Recall/Example ($A_\infty$-algebras):

An $A_\infty$-morphism between two $A_\infty$-algebras $(A,\mathfrak{m})$ and $(A', \mathfrak{m}')$ (here $\mathfrak{m}$ and $\mathfrak{m}'$ are the structure maps) is a collection $\{f_k\}_{k\geq1}:(A,\mathfrak{m}) \rightarrow (A',\mathfrak{m}') $ of degree zero (degree preserving) multilinear maps \begin{equation*} f_k: A^{\otimes k}\rightarrow A', \hspace{1cm}k\geq 1 \end{equation*} that satisfy the following relation for $n\geq1$: \begin{equation*} \sum_{k+l=n+1}\sum^k_{i=0} (-1)^{a_1+\dots+a_n}f_k(a_1, \dots, a_i, m_l(a_{i+1}, \dots, a_{i+l}), a_{i+l+1}, \dots, a_n). \end{equation*} \begin{equation*} =\sum_{\substack{1\leq k_1\leq \dots \leq k_j \\ k_1+\cdots+k_j= n}} m'_j(f_{k_1}(a_1, \dots, a_{k_1}), f_{k_2}(a_{k_1+1}, \dots, a_{k_1+k_2}), \dots, f_{k_j}(a_{k_{j-1}+1}, \dots, a_n)) \end{equation*}

Furthermore, we call such morphisms $A_\infty$-quasi-isomorphisms if $f_1$ induces isomorphism in cohomology.

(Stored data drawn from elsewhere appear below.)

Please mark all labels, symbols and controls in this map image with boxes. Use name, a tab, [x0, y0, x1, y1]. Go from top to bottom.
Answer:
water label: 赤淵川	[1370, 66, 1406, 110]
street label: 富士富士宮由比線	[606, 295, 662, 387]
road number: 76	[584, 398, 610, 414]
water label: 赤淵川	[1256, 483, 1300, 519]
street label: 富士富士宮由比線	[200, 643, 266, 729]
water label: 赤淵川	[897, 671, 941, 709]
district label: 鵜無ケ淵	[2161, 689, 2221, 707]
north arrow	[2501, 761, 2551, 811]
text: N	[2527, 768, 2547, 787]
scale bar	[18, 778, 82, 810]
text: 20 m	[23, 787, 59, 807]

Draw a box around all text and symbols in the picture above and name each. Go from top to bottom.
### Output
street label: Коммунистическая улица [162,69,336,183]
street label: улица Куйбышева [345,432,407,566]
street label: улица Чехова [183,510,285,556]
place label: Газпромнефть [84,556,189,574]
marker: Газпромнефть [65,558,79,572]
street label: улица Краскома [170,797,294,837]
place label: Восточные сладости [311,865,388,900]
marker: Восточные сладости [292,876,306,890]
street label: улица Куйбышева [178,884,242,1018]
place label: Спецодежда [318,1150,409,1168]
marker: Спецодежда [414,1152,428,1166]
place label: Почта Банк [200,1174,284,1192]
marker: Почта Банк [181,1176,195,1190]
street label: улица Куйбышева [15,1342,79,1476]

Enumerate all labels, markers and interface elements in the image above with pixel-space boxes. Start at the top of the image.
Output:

Q1: Why do we normally omit higher arity maps when talking about quasi-isomorphisms?

Q2: Would it be possible to have a weak equivalence that only appears in higher arity maps?

Q3: In case we only care about $f_1$, wouldn't that imply an equivalence at the level of homotopy categories between, for example, Ho(DGLA) and Ho(L$_\infty$), as all the higher arity maps between $A$ and $B$ in L$_\infty$ with the same $f_1$ give isomorphism in Ho(L$_\infty$)?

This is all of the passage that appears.